The Guernsey Literary and Potato Peel Pie Society
, by Mary Ann Shaffer & Annie Barrows, is a rare bird: an epistolary novel, a form that sometimes works and sometimes doesn’t. (In this case it does.) It is also a love letter to the island of Guernsey as it existed just after World War II, which is when the book takes place.
Juliet Ashton is a writer, a Londoner who made it big during the war with a series of comical newspaper columns under the name of “Izzy Bickerstaff”. Now that the war is over, her columns have been collected into a book, Izzy Bickerstaff Goes To War, and she’s looking for a new project. About this time she gets a letter from a man from Guernsey; he’s acquired a book of Charles Lamb’s essays that once belonged to Juliet, and wants to know whether Lamb wrote anything else and if so whether she could help him to get a hold of it; there are no bookshops on Guernsey after the war. In passing he mentions the intriguingly named “Guernsey Literary and Potato Peel Pie Society”, and Juliet can’t resist trying to find out more.

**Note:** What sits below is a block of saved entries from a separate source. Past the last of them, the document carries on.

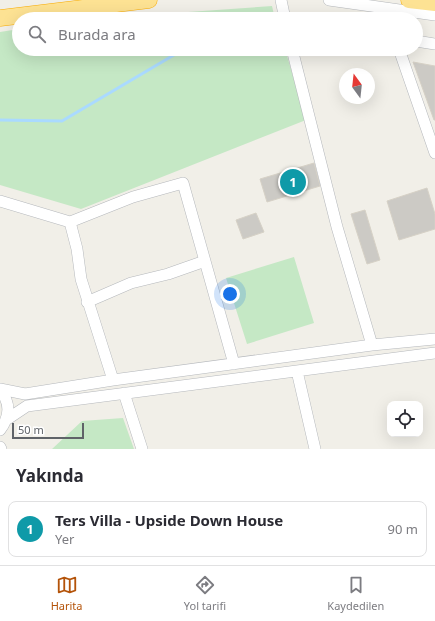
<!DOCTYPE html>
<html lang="tr">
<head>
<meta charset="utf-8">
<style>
  :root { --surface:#fff; --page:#f7f7f7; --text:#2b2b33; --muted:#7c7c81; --line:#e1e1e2; --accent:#b45309 }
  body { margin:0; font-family:"Noto Sans",sans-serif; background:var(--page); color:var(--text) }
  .controls { position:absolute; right:12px; bottom:12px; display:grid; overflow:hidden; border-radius:8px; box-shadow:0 4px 16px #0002 }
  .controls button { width:36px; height:36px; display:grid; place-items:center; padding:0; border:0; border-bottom:1px solid var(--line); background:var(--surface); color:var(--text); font:20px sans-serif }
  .compass { position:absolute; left:339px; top:68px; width:36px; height:36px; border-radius:50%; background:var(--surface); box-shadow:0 4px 16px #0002; rotate:345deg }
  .scale { position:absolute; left:12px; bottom:10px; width:72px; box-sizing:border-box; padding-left:4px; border:2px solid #5f6368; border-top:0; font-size:11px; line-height:14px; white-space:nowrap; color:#5f6368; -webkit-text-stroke:3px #fff; paint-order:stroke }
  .you { position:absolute; left:230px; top:294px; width:14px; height:14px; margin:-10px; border:3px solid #fff; border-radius:50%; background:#1a73e8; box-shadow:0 0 0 6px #1a73e833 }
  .badge { display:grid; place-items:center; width:26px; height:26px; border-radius:50%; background:var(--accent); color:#fff; font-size:13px; font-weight:700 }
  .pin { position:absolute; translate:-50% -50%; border:2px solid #fff; box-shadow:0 1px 4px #0006 }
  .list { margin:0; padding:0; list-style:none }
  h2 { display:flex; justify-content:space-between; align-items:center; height:52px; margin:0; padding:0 16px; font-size:17px }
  h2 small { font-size:13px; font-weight:400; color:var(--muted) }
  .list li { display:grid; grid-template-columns:26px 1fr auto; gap:12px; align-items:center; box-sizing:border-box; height:56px; margin:0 8px 8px; padding:0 8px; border:1px solid var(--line); border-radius:8px }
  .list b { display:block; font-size:15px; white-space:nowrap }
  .list p { margin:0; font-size:13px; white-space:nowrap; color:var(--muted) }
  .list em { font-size:13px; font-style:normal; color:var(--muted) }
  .icon { flex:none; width:22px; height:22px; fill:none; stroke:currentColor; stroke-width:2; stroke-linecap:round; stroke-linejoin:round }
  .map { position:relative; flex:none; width:435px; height:449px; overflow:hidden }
  .search { position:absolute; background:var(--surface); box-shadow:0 4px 16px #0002; left:12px; right:12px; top:12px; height:44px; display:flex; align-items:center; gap:10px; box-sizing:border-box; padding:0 14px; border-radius:22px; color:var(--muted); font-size:15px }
  .sheet { height:116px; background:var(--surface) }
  nav { display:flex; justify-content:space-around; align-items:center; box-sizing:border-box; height:56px; border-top:1px solid var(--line); background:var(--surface); font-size:11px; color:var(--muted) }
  nav a { display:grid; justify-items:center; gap:2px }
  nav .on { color:var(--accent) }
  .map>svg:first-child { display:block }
</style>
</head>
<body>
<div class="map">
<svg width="435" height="449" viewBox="0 0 435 449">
  <rect width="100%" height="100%" fill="#f1efe8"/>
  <!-- green -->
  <path fill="#c5e8c5" d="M 272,6 L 275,19 L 88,19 Z
    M 19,29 L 19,49 L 285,49 L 306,120 L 81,209 L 0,185 L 0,32 Z
    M 294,257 L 314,323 L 247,344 L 226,278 Z
    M 123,418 L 134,449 L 52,449 L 82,421 Z"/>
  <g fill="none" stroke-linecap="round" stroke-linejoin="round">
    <!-- stream -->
    <path stroke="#aadaff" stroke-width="3" d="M 0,120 L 62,121 L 184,49"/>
  </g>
  <!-- building -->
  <path fill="#cccac5" stroke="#d6d1c6" d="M 413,62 L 435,66 L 435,120 L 434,120 Z
    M 314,163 L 320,186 L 267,202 L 260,179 Z
    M 427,188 L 435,214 L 435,229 L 399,240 L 387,201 Z
    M 365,210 L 380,260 L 367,264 L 351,214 Z
    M 256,213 L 264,232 L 243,239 L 236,220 Z"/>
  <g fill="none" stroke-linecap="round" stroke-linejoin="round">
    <defs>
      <path id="minor" d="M 281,0 L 285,19
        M 329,0 L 435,15
        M 416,41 L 435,44
        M 292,49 L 337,227 L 372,345
        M 399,49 L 435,153
        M 0,201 L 70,222 L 133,197 L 183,183 L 234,364
        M 70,222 L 77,249 L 81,279 L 113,380
        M 87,302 L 131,283 L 168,274 L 205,261
        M 297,371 L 315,449
        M 0,389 L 25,394 L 113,380 L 372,345 L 435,339
        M 0,390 C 11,403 10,417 0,430
        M 124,393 L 142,449
        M 6,420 L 27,406 L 435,353
        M 0,447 L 1,449"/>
      <path id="highway" d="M 409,0 L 435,3
        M 0,18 L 149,0"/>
    </defs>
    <!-- minor casing -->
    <use href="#minor" stroke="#b5b8bc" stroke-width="12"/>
    <!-- highway casing -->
    <use href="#highway" stroke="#f9ab00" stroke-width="17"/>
    <!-- minor -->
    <use href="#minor" stroke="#fff" stroke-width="11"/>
    <!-- highway -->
    <use href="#highway" stroke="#fde293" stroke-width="16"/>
  </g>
</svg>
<div class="controls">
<button><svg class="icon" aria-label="locate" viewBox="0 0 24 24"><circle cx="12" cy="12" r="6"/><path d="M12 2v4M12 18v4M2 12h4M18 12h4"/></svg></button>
</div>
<svg class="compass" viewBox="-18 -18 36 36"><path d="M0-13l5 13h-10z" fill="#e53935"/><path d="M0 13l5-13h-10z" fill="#7c7c81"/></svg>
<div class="scale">50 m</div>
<div class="you"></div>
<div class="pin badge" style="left:293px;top:182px;background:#0f9aa8">1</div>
<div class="search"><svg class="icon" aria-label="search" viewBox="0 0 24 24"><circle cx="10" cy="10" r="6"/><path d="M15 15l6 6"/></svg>Burada ara</div>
</div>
<section class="sheet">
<h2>Yakında<small></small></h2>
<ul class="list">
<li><span class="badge" style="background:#0f9aa8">1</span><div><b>Ters Villa - Upside Down House</b><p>Yer</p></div><em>90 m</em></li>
</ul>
</section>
<nav>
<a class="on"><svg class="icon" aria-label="map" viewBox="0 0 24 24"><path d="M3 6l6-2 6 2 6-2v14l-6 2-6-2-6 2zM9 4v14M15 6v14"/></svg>Harita</a>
<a><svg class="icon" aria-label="directions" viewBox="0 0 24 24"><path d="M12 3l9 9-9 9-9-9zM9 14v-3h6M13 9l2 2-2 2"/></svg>Yol tarifi</a>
<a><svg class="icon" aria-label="saved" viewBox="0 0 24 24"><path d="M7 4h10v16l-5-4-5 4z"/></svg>Kaydedilen</a>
</nav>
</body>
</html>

Guernsey is one of the Channel Islands, just off the coast of France but subject to the British crown. It is the home of the famous Guernsey cows, which are brown and lack the exciting design values of Holsteins. And it was occupied by the Germans early in World War II and kept almost entirely isolated until the end of the war. During much of that time even the occupying Germans were on the verge of starvation.
A succession of letters ensues, between Juliet and a whole host of other people, and Juliet finds herself being drawn more and more into the life of post-war Guernsey. The result is delightful, and kept me laughing and reading; and if it all seemed a little contrived after the final page was turned I certainly had no complaints before that time.